# [JWS] Applikation per Shell-Aufruf mit Parametern



## JanSC (8. Mrz 2007)

Hallo,

ich soll eine Applikation per WebStart zur Verfügung stellen. Diese ist durch einen Server im Intranet erreichbar. Die Applikation selbst stellt eine Verbindung zu einem weiteren Webserver her, der Webserver kann allerdings variieren, so dass ich beim Aufruf eine URL mit übergeben möchte. 

Im JNLP kann ich ja Parameter übergeben. Kennt jemand eine Möglichkeit per Parameterübergabe eine URL  (nicht die Update/Download URL der Applikation) per Shell-Aufruf zu übergeben, bzw. beim Start einen String an die Applikation weiterzureichen.
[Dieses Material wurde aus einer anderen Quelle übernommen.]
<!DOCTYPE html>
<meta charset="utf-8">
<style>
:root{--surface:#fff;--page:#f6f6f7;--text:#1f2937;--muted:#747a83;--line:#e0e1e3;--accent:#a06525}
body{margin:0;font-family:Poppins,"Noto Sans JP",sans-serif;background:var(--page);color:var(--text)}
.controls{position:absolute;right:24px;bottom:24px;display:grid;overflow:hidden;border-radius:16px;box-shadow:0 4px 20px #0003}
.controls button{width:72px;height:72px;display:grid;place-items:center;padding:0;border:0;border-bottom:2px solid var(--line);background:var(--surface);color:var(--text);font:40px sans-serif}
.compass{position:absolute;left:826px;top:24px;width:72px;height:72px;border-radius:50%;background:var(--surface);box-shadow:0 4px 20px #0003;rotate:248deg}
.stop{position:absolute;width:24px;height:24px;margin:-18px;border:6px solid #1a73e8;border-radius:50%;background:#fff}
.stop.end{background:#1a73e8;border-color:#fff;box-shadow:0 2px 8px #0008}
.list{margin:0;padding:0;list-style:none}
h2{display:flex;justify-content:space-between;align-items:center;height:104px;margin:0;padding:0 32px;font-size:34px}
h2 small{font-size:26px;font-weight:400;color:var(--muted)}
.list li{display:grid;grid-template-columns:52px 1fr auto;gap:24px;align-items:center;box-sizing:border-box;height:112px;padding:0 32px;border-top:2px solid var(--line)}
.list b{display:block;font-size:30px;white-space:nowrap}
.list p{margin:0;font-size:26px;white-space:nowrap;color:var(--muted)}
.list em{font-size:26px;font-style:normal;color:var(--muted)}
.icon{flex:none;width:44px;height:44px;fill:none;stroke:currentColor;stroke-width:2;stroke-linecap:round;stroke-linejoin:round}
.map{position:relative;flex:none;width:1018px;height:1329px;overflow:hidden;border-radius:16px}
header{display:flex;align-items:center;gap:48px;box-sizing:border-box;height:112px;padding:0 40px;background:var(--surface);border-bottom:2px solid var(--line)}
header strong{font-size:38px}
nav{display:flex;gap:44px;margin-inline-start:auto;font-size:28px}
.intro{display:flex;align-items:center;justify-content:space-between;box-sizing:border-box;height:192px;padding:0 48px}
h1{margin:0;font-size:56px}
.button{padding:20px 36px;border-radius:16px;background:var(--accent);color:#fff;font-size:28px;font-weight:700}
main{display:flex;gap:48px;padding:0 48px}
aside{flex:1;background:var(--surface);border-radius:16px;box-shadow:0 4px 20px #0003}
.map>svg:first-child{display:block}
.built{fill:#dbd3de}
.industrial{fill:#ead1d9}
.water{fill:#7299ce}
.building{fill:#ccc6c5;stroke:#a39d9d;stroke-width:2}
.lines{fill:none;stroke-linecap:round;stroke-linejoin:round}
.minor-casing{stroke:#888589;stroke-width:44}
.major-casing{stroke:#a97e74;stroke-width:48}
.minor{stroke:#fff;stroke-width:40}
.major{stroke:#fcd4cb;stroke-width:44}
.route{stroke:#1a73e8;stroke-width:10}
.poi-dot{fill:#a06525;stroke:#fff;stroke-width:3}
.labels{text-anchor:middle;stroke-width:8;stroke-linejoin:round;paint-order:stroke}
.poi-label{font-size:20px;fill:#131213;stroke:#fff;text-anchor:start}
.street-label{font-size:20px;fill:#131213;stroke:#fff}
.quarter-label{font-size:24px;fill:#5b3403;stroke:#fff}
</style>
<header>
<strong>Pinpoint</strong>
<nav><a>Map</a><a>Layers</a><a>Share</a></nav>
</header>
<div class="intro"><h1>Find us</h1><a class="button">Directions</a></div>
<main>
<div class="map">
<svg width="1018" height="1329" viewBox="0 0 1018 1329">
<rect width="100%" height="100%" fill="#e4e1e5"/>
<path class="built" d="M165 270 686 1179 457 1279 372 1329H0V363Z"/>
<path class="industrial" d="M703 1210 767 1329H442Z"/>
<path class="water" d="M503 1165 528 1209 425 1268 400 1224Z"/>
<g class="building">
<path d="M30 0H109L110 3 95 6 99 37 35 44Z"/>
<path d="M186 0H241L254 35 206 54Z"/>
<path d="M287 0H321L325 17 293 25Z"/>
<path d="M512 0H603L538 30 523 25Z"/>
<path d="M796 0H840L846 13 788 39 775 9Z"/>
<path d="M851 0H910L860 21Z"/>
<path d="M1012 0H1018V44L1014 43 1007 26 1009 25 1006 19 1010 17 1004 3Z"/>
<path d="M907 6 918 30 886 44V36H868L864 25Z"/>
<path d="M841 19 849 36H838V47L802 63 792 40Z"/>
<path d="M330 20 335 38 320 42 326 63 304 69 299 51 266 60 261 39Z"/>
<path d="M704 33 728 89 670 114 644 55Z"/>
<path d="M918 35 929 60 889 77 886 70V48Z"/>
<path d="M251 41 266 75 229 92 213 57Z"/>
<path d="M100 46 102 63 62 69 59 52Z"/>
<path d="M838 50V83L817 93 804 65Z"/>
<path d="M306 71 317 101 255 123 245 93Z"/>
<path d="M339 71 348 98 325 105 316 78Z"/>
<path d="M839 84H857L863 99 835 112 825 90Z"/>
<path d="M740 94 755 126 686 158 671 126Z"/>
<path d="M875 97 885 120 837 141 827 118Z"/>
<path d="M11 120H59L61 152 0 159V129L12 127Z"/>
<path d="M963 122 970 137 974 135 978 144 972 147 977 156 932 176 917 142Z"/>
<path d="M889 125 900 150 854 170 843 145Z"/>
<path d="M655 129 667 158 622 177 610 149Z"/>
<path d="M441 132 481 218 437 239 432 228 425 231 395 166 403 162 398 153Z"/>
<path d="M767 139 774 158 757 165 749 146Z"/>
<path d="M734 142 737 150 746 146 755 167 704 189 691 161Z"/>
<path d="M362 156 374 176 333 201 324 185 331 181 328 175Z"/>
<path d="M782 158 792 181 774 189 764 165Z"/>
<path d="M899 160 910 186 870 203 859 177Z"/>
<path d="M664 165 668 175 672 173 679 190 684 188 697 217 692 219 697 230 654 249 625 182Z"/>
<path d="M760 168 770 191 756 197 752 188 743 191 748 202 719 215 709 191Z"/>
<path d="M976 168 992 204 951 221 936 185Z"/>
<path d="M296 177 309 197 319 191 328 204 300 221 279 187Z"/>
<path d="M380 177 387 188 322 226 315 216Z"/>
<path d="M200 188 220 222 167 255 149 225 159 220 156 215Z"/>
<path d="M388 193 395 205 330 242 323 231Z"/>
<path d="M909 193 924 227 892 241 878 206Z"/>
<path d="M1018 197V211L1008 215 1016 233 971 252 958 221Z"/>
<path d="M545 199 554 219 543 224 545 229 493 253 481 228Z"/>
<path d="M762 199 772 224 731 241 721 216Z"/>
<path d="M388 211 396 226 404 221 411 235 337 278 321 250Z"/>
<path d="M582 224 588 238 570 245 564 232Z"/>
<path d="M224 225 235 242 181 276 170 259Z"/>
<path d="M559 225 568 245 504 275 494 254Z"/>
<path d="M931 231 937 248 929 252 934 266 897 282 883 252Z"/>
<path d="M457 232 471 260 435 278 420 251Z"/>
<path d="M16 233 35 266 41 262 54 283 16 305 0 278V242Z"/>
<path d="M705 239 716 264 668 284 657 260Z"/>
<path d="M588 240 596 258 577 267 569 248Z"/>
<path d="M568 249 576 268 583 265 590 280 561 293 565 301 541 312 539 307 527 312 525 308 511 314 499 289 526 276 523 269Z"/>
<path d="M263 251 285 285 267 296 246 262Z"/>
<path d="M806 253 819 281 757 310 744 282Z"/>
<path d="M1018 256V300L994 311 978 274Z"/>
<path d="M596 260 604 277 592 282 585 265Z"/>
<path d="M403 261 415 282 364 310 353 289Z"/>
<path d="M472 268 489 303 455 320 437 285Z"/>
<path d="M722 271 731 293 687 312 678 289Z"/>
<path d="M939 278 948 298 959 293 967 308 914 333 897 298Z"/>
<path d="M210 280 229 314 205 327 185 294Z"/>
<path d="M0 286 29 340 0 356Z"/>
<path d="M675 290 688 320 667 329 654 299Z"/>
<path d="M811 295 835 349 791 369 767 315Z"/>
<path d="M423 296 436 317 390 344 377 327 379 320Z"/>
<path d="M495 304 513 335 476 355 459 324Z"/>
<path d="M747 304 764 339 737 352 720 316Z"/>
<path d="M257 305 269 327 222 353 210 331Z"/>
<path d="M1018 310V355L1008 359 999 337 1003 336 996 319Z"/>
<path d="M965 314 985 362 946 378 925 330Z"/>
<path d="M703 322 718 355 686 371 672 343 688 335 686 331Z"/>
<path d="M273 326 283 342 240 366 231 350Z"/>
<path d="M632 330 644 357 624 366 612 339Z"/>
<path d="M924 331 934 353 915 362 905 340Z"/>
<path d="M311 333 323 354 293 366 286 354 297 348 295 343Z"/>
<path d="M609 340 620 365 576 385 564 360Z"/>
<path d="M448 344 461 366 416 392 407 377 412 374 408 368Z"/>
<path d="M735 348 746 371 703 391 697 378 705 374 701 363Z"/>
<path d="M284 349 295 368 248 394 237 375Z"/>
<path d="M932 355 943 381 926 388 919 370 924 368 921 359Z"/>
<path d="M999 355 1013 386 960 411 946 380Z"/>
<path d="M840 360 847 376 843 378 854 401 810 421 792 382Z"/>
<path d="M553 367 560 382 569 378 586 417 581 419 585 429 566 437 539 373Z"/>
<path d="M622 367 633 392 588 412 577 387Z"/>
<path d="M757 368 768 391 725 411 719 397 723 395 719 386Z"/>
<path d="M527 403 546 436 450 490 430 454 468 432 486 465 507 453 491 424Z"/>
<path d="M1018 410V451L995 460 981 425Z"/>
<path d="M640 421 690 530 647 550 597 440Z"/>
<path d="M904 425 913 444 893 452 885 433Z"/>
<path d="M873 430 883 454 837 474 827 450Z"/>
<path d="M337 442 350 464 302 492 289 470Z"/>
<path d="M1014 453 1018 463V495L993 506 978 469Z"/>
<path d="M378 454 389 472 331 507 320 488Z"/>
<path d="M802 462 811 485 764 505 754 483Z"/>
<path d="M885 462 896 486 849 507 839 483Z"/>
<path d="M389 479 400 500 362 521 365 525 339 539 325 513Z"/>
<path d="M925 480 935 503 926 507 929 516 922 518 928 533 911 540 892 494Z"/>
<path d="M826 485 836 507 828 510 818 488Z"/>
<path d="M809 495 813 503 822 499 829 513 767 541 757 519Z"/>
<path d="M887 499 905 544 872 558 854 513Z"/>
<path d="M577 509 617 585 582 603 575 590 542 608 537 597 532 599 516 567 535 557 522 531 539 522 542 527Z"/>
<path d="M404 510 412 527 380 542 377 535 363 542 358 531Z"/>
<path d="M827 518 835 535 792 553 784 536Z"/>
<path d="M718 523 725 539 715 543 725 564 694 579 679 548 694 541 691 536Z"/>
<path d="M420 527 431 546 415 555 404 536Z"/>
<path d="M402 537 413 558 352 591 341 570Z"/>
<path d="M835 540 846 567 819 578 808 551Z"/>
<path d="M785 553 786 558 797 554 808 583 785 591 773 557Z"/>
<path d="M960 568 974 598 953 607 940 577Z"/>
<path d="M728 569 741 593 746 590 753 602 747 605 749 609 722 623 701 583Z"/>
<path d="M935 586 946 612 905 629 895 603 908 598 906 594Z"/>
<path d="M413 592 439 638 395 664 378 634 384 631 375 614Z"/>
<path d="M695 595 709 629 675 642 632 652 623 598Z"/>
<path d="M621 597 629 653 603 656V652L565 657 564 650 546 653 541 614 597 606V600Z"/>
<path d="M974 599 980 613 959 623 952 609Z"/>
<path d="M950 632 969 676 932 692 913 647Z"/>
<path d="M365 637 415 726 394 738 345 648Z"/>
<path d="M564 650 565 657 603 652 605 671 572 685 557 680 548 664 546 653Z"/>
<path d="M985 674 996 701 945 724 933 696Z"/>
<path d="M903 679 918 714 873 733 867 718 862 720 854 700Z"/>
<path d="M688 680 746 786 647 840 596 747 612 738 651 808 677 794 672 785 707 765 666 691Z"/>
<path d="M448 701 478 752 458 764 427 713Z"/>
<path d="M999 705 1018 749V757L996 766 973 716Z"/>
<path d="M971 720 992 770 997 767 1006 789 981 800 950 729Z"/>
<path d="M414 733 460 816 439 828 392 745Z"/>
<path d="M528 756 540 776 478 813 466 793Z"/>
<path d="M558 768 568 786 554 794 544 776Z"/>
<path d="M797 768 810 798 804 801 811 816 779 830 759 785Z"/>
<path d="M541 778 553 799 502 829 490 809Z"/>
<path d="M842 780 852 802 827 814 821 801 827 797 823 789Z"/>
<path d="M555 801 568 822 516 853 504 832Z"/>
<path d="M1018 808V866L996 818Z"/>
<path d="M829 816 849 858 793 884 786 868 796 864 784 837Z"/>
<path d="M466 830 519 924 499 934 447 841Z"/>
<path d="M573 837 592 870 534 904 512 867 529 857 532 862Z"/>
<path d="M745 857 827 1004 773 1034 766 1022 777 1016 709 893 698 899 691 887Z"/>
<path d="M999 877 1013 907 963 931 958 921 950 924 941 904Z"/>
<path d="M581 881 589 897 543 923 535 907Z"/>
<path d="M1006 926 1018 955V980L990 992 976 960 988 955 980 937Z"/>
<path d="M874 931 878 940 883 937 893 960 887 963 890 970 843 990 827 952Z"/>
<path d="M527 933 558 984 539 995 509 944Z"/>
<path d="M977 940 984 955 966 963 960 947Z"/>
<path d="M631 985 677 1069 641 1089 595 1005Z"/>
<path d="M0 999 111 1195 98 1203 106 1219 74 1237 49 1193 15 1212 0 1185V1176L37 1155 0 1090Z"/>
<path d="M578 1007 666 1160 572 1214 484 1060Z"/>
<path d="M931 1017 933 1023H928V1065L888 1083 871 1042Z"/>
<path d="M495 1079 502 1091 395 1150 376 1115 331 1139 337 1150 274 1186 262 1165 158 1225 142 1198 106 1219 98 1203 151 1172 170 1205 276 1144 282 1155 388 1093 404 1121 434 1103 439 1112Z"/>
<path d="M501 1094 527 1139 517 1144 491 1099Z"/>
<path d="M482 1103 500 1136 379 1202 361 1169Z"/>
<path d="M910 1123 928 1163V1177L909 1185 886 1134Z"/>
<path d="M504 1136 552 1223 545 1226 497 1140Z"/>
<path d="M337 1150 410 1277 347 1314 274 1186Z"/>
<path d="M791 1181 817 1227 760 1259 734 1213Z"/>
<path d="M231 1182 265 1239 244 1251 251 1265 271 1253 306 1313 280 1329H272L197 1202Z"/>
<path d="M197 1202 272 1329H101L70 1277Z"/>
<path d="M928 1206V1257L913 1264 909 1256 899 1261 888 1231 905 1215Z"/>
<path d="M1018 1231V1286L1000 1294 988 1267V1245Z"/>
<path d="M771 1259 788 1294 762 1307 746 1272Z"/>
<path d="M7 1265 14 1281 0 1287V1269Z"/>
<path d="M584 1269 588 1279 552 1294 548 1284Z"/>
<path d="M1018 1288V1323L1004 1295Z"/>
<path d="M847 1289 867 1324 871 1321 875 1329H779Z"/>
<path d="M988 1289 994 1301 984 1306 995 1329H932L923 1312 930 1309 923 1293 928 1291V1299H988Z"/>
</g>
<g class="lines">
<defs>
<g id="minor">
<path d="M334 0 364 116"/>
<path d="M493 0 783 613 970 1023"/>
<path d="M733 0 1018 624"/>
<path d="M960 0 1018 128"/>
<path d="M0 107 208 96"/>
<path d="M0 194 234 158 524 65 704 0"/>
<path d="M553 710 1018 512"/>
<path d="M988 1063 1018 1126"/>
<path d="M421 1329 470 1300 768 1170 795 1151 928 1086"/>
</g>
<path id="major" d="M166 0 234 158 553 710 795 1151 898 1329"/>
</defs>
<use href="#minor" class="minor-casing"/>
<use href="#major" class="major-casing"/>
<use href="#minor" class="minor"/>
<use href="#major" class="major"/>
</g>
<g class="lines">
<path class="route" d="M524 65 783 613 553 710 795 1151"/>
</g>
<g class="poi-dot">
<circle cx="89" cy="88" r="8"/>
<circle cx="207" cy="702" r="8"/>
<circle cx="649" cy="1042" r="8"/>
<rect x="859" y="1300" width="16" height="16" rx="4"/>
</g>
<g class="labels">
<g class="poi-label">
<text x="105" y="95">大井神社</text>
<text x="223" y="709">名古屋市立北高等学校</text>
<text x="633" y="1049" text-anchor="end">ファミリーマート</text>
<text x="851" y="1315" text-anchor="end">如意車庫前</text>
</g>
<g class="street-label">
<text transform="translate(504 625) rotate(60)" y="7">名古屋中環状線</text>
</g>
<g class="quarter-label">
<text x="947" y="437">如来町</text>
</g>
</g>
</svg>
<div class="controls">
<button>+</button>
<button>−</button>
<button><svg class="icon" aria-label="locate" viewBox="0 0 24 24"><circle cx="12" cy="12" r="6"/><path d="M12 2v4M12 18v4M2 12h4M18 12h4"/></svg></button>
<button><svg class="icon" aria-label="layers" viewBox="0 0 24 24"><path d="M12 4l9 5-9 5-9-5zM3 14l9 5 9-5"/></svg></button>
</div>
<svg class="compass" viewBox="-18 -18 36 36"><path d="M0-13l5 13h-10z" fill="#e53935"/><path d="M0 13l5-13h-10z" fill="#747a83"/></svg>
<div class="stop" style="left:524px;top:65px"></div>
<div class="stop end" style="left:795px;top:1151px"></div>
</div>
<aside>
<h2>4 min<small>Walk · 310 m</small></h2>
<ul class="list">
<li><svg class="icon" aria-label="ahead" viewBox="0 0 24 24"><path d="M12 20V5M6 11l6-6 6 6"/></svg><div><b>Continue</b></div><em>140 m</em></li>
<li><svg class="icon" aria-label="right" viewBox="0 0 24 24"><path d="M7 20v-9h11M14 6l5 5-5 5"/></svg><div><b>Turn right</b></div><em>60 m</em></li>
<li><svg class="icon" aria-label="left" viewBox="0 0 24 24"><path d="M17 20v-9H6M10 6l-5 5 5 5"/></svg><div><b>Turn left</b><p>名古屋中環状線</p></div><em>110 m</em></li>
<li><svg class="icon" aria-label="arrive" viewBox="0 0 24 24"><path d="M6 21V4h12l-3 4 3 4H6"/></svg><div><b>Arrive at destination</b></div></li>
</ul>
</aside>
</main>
Ansonsten müsste ich per Shell-Skript das JNLP überschreiben.

Grüße JanSC


----------



## JanSC (27. Mrz 2007)

Hallo,

ich habe bis jetzt keine Möglichkeit gefunden die Parameter "durchzuschleusen", daher werde ich so we es ausieht, de Applikation erweitern lassen und die Parameter in eine Datei ablegen, welche dann von der Applikation ausgewertet wird. Eine wetiere Möglichkeit wäre wohl im Environment die Variablen zu setzen, jedoch werde ich wohl die Lösung mit der Datei wählen.


----------



## JanSC (31. Jul 2007)

Hallo, 

jetzt da ich wieder an dem Projekt bin, habe ich mich nochmals damit auseinandergesetzt. JavaWS legt lokal für jeden Benutzer eine JNLP passend zum Aufruf ab. wenn man diese im vornherein ändert  und aufruft, werden die veränderten parameter übernommen. 

Vorsicht: Im Falle eines Updates wird auch die lokale JNLP überschrieben, wodurch Veränderungen verloren gehen. Also vorher überprüfen, ob ein Update durchgeführt wird, und dann nach dem Update den Vorgang mit den Parametern erneut durchführen.


----------